X-Humanoid: Robotize Human Videos to Generate Humanoid Videos at Scale
X-Humanoid presents a scalable way to "robotize" human videos, turning ordinary human motion into humanoid-robot video at scale. By adapting a powerful video generative model and building a large synthetic paired dataset in Unreal Engine, it can translate complex third-person human motions into physically plausible humanoid animations, unlocking web-scale data for embodied AI.

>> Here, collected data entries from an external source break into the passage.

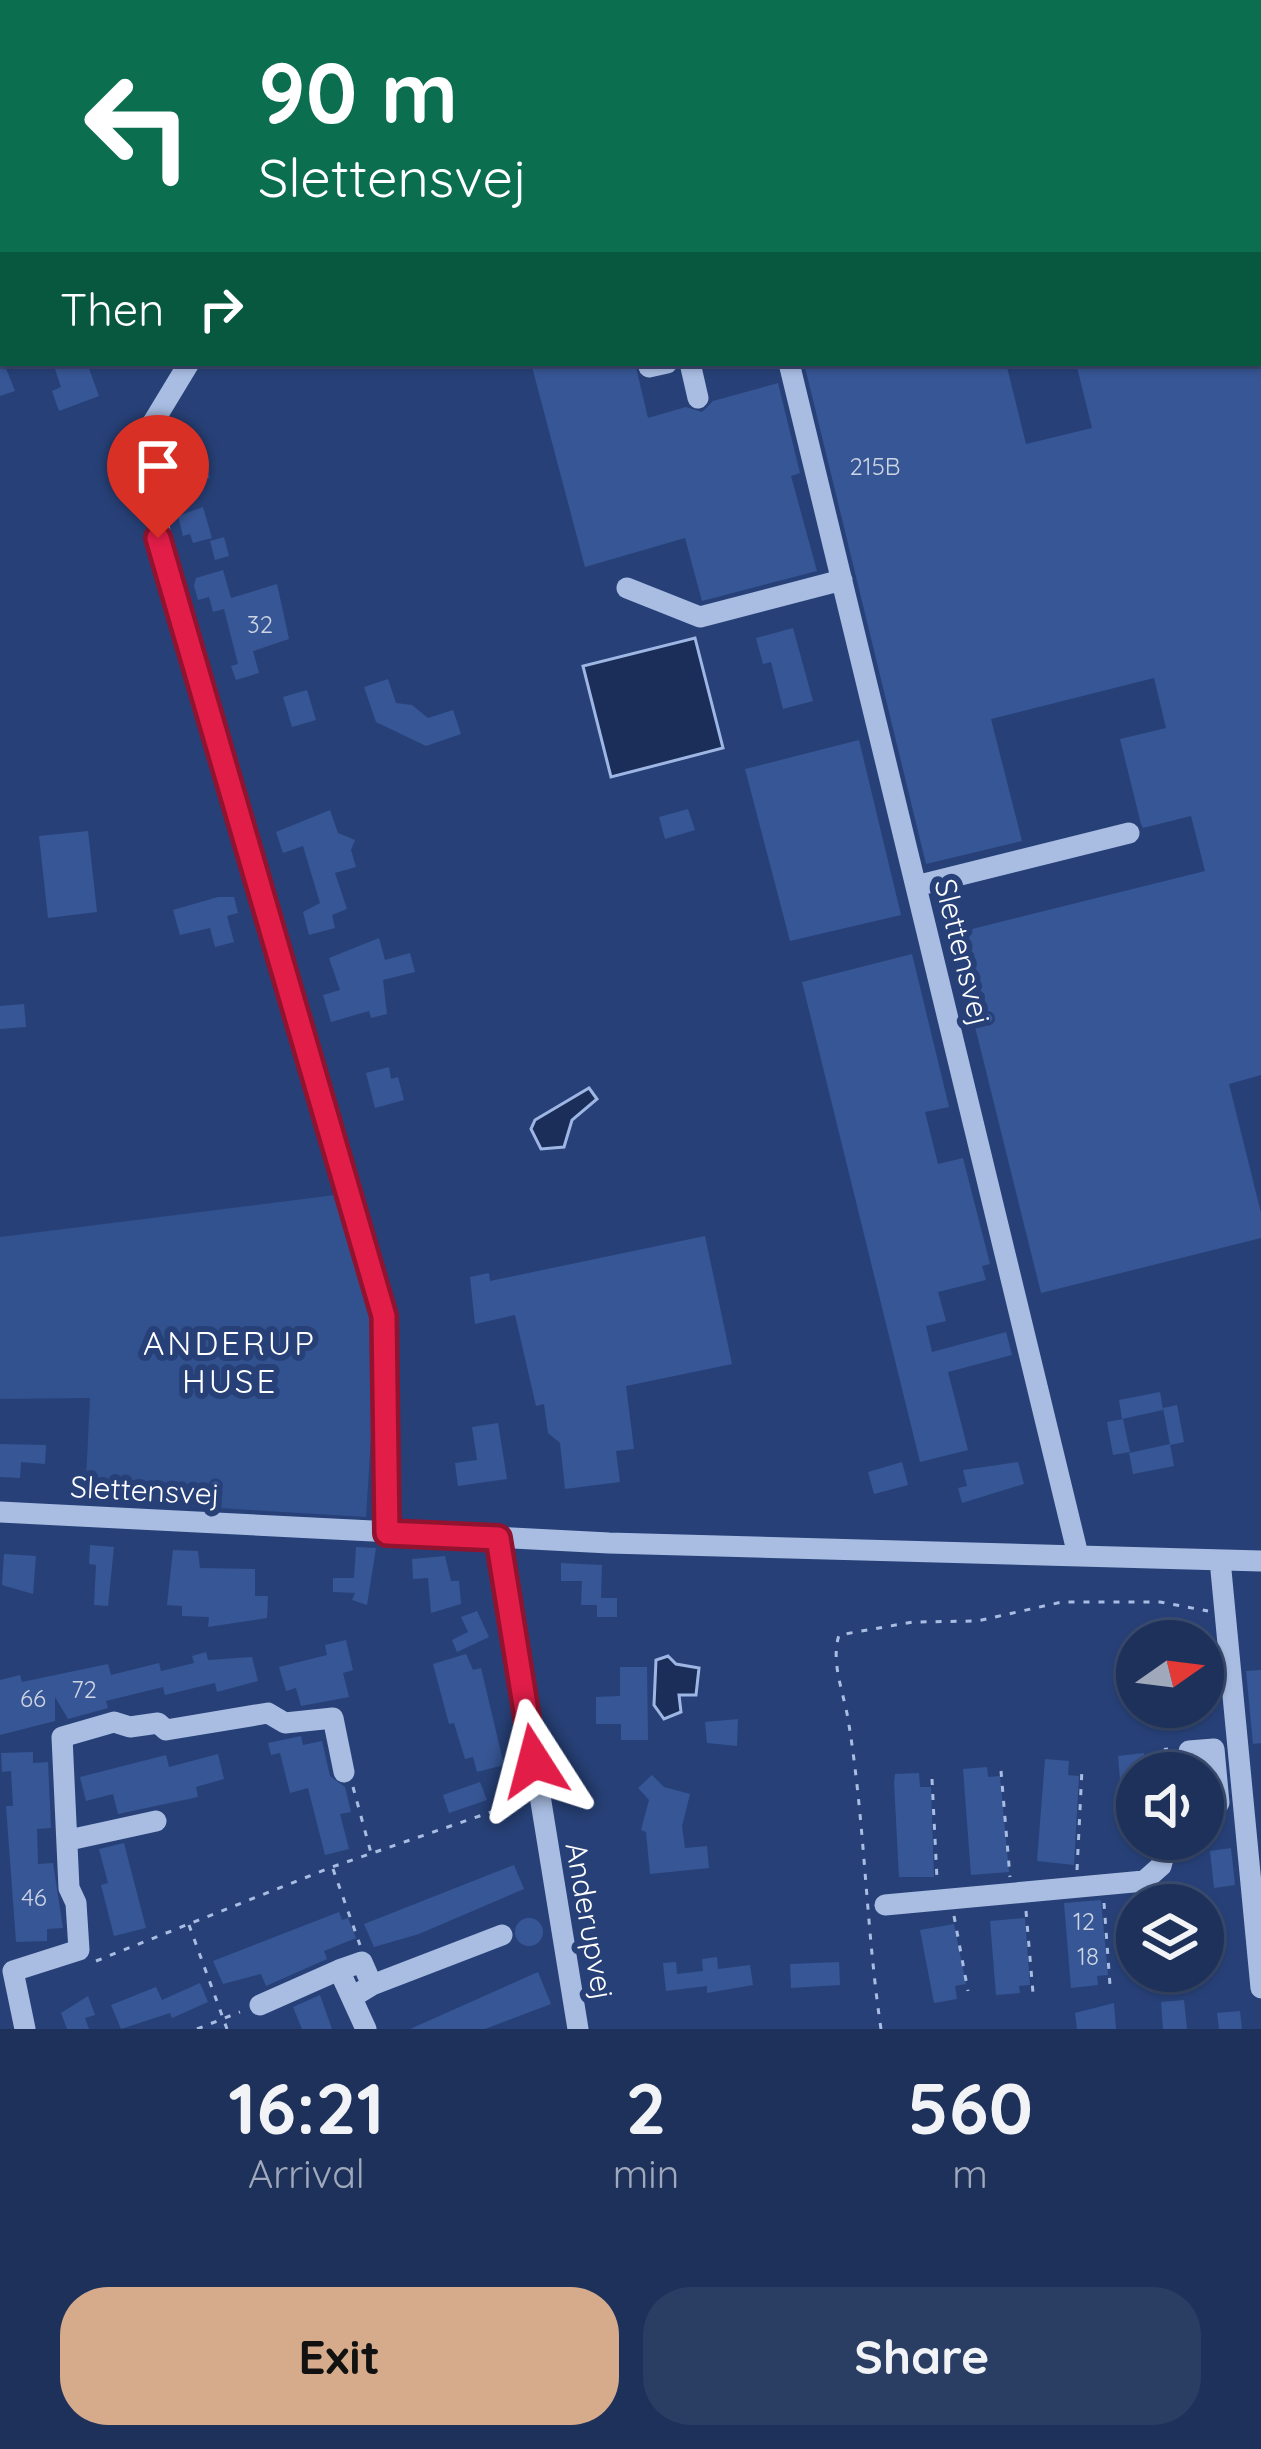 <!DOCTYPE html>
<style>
body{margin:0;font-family:Quicksand,sans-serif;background:#2a3d63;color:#f1f3f6;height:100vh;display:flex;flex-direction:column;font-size:45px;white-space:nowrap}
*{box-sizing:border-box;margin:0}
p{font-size:39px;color:#a0a9bb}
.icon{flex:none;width:66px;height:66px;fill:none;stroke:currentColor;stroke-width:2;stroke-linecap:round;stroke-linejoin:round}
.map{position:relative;height:2029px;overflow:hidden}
.drawer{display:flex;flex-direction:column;background:#1d315a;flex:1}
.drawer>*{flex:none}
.hud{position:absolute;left:0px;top:0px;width:1263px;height:366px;box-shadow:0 3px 9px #0004,0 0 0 3px #3b4c70;background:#0b6e4f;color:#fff;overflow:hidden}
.needle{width:78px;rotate:76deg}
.controls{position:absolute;left:1116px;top:1620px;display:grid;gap:24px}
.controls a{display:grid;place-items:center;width:108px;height:108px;border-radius:50%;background:#1d315a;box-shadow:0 3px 9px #0004,0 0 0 3px #3b4c70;font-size:60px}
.pin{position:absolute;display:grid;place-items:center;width:102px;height:102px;color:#fff;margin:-123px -51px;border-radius:50% 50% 50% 0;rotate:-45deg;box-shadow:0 0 12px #0007}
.pin .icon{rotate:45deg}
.me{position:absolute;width:132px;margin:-66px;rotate:351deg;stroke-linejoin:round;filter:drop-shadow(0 0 9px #0008)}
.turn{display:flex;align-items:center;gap:42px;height:252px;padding:0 60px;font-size:54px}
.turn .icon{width:156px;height:156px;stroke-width:2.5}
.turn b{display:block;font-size:84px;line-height:102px}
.then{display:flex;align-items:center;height:114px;padding:0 60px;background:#0003;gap:24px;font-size:45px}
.eta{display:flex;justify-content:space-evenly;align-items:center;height:204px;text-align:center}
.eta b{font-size:72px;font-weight:700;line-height:84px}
.action{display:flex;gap:24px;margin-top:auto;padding:24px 60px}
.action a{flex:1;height:138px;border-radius:48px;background:#d6ab8b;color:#111;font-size:48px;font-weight:700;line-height:138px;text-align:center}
.action a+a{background:#2a3d63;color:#f1f3f6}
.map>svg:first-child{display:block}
</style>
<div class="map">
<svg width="1261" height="2029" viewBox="0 0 1261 2029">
<rect width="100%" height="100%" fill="#274178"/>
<path fill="#32518f" d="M335,1195L378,1323L366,1517L85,1500L90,1398L0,1399V1237Z"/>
<path fill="#1b2e59" stroke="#9eb6e3" stroke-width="3" d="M695,638L723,748L611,777L583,666Z
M589,1088L597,1099L572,1120L564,1147L541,1149L531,1129L535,1120Z
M668,1656L676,1664L699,1668L696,1695H679L681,1712L664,1719L654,1705L656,1660Z"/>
<path fill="#375695" d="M0,353L15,391L0,396Z
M53,363H87L99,396L59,411L52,391L61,387Z
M531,363H635L648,418L686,407L702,412L713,401L778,383L800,473L791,476L817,571L702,601L685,538L585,567Z
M804,363H1006L1026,444L1092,428L1076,363H1261V1075L1229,1084L1261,1213V1238L1041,1293L952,934L1205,871L1191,816L1143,828L1141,824L1120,739L1166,728L1154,678L991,719L1022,841L926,864Z
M192,451L197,469L207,466L210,478L170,489L161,459Z
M203,507L212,538L193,543L190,534L183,536L178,516Z
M224,537L229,556L215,560L210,541Z
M223,570L231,598L277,584L289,639L253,651L259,673L236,680L231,666L238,664L224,609L213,612L209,597L198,600L194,586L196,578Z
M793,628L813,701L783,709L771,662L763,664L756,638Z
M388,679L396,703L412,705L428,718L453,710L461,734L426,746L376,722L364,687Z
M307,690L316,720L292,727L283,697Z
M859,740L901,915L790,941L745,769Z
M688,809L695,830L665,839L659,817Z
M330,810L338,833L355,840L351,850L356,867L335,873L347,909L332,915L335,928L309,935L303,912L320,903L303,846L283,853L276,832Z
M88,831L97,912L48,918L39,836Z
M218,897H234L238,913L227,916L234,942L215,947L210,928L180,935L173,910Z
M379,938L385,960L410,953L415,972L383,980L387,1014L371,1018L369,1011L331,1022L323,995L340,990L329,958Z
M912,954L949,1107L925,1112L938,1164L963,1158L990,1264L982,1266L986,1280L938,1292L946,1321L926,1326L932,1352L1006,1332L1012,1355L948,1372L968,1450L920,1462L802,982Z
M24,1004L26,1027L0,1029V1006Z
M389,1067L391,1079L398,1077L404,1100L375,1108L366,1073Z
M705,1236L732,1364L626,1386L634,1449L616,1451L620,1482L565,1489L560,1443L548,1433L544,1404L536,1406L515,1315L475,1324L470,1277L489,1273L490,1281Z
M1160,1392L1163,1410L1122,1419L1119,1400Z
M1177,1405L1184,1442L1170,1445L1163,1408Z
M1123,1419L1130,1452L1113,1455L1107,1422Z
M498,1423L507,1479L458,1486L455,1463L477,1460L472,1427Z
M0,1444L46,1445L45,1464L21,1462L20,1478L0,1477Z
M1170,1444L1174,1466L1133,1474L1129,1453Z
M902,1462L908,1485L874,1494L868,1472Z
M1018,1462L1024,1484L962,1503L958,1488L967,1486L963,1470Z
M90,1545L114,1547L108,1606L94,1605L96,1565L89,1564Z
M356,1547L376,1548L367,1605L352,1600L355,1593L333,1592V1578H354Z
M173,1550L198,1551L200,1568L255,1569V1596H268L267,1618L208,1627L209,1617L182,1616V1606L167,1605Z
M4,1554L36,1556L33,1594L2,1585Z
M445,1556L451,1581H459L461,1604L431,1613L428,1578L413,1579L412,1559Z
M561,1563L602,1565L601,1598H617V1617H597V1605H581L582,1581H561Z
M477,1611L489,1637L457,1652L452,1640L468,1632L461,1617Z
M346,1640L353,1670L343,1673L349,1697L301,1706L296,1688L286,1691L279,1667L327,1655L325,1645Z
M206,1652L208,1660L252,1657L258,1681L217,1692L215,1683L165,1695L163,1687L106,1701L108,1708L68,1719L55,1697V1721L0,1735V1680L20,1675L22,1682L108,1664L111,1675L159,1663L161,1671L194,1663L192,1656Z
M466,1654L473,1670L481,1668L504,1765L477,1772L473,1757L465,1759L454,1723L449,1724L433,1664Z
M620,1667H647L648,1740H621V1724H596V1697L620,1696Z
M1261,1670V1743L1253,1744L1246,1671Z
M738,1719L737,1746L707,1743L705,1722Z
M301,1736L303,1745L322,1741L330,1776L345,1787L351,1812L340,1814L349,1849L325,1855L308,1788L290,1793L280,1753L271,1755L268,1743Z
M33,1752V1763L48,1762L51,1828L37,1829L38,1864L53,1863L63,1928L47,1929V1941L16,1942L6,1806H13L11,1771L2,1772L1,1753Z
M1144,1753L1146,1773H1137V1815L1123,1817L1118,1756Z
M218,1754L224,1779L196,1787L198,1797L118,1814L113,1794L86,1801L80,1777L166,1755L169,1767Z
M1045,1759L1069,1761L1068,1775L1079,1776L1074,1865L1037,1861Z
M987,1767L988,1777L1000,1776L1009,1872L971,1875L963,1769Z
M919,1773L920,1787H931L934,1877H899L894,1782L895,1774Z
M652,1775L664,1787L690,1794L682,1826L685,1848L707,1846L709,1868L650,1874L646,1832L641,1830L649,1800L638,1788Z
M480,1782L487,1800L449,1813L443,1795Z
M124,1843L146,1928L114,1936L101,1885L108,1883L99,1849Z
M1231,1848L1235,1885L1214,1888L1210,1851Z
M514,1865L524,1889L419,1934L374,1947L364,1924Z
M1101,1900L1108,1975L1097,1976L1098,1985L1071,1988L1064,1903Z
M339,1912L342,1920L348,1918L356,1938L324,1951L327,1959L266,1986L261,1974L223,1984L213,1961Z
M515 1932a14 14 0 1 1 28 0a14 14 0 1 1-28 0Z
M1025,1918L1030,1985L1019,1986L1020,1993L996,1995L990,1921Z
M954,1924L966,1984L955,1986L957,1999L934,2003L920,1930Z
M717,1957L718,1969L750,1965L753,1985L707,1993V1986L666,1991L663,1963L676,1962L677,1974L703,1971L702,1959Z
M839,1962L840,1985L791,1988L790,1964Z
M538,1972L551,2004L485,2029H410Z
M200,1983L208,2002L172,2018L170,2013L121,2029L111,2005L156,1987L162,2000Z
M320,1995L332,2029H302L293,2007Z
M88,1996L95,2015L85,2018L89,2029H67L61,2013Z
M1184,2000L1187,2029H1163L1161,2002Z
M1114,2003L1116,2029H1077L1075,2013Z
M1240,2011L1242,2029H1219L1217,2013Z"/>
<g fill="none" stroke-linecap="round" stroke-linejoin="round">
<path stroke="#a9bde3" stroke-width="3" stroke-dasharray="6 9" stroke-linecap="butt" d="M1001,1771L1010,1877
M1159,1773L1157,1750L1168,1749
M932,1779L937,1879
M353,1787L371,1853
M333,1869L360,1945
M1077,1870L1082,1769
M1104,1903L1110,1985
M1026,1911L1033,1993
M954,1916L968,1991
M189,1925L227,2029
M96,1961L332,1867L520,1802
M197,2029L240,2012
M881,2029C866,1928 865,1825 849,1725C845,1695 830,1664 839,1635L913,1622L977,1621L1062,1602H1160L1208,1611"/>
<path stroke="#a9bde3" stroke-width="21" d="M426,3L428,0
M189,363L146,434L147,486L384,1316L387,1533
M690,363L698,398
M789,363L1078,1555
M649,367L667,363
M627,588L700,617L842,580
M916,886L1129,833
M0,1512L609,1543L1261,1561
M498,1538L578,2029
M1220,1560L1261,1988
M1189,1751L1214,1749L1219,1803
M69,1840L156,1821
M885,1905L1144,1881L1161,1866L1168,1839
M13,1971L79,1950L76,1903L69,1888L62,1737L114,1722L130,1727L158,1723L166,1730L268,1713L285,1723L333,1718L344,1772
M13,1971L25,2029
M372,1985L502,1935
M354,1996L372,1985L362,1962L339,1970L366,2029
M260,2005L339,1970"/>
</g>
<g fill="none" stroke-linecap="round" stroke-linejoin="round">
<defs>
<path id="route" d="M158,538L384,1316L387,1533L498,1538L534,1761"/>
</defs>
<use href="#route" stroke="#92132f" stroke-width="30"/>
<use href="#route" stroke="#e11d48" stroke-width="21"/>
</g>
<g text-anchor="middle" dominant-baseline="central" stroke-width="12" stroke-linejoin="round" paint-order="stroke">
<g font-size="24" fill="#cdd5e4">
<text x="875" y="466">215B</text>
<text x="260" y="624">32</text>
<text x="84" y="1689">72</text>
<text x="33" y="1698">66</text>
<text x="34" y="1897">46</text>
<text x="1084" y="1921">12</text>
<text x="1088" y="1956">18</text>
</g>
<g font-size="30" fill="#fff" stroke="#274178">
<text transform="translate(963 952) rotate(76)">Slettensvej</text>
<text transform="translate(145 1490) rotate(3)">Slettensvej</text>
<text transform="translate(590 1921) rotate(80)">Anderupvej</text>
</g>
<g font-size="33" letter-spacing="3" fill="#fff" stroke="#274178">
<text x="230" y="1342">ANDERUP<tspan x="230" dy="38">HUSE</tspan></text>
</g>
</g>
</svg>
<div class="controls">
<a><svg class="needle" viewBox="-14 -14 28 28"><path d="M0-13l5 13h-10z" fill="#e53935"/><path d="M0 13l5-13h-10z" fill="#a0a9bb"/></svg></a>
<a><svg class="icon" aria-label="sound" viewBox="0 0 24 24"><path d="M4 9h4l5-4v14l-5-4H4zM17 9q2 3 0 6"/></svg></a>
<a><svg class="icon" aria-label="layers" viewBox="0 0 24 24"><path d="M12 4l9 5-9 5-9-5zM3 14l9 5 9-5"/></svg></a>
</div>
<div class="pin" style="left:158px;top:538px;background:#d93025"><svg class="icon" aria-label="arrive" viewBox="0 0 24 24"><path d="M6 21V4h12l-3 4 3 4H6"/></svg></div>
<svg class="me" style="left:534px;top:1761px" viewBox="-20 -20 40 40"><path d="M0-17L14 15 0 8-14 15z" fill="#e11d48" stroke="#fff" stroke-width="4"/></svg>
<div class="hud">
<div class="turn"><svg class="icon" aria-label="left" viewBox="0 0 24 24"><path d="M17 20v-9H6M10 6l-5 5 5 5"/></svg><div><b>90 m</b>Slettensvej</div></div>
<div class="then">Then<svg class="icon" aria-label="right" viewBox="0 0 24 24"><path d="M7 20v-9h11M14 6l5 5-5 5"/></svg></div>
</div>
</div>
<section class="drawer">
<div class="eta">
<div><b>16:21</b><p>Arrival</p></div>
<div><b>2</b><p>min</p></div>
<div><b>560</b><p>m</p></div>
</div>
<div class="action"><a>Exit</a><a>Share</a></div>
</section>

VQRAE: Representation Quantization Autoencoders for Multimodal Understanding, Generation and Reconstruction
VQRAE introduces a unified visual tokenizer that can simultaneously support high-level multimodal understanding and discrete-token image generation. Building on a pretrained vision encoder and a high-dimensional semantic VQ codebook, it yields continuous semantic features for reasoning and discrete tokens for reconstruction, showing that quantizing semantic encoders with large codebooks can preserve both meaning and detail.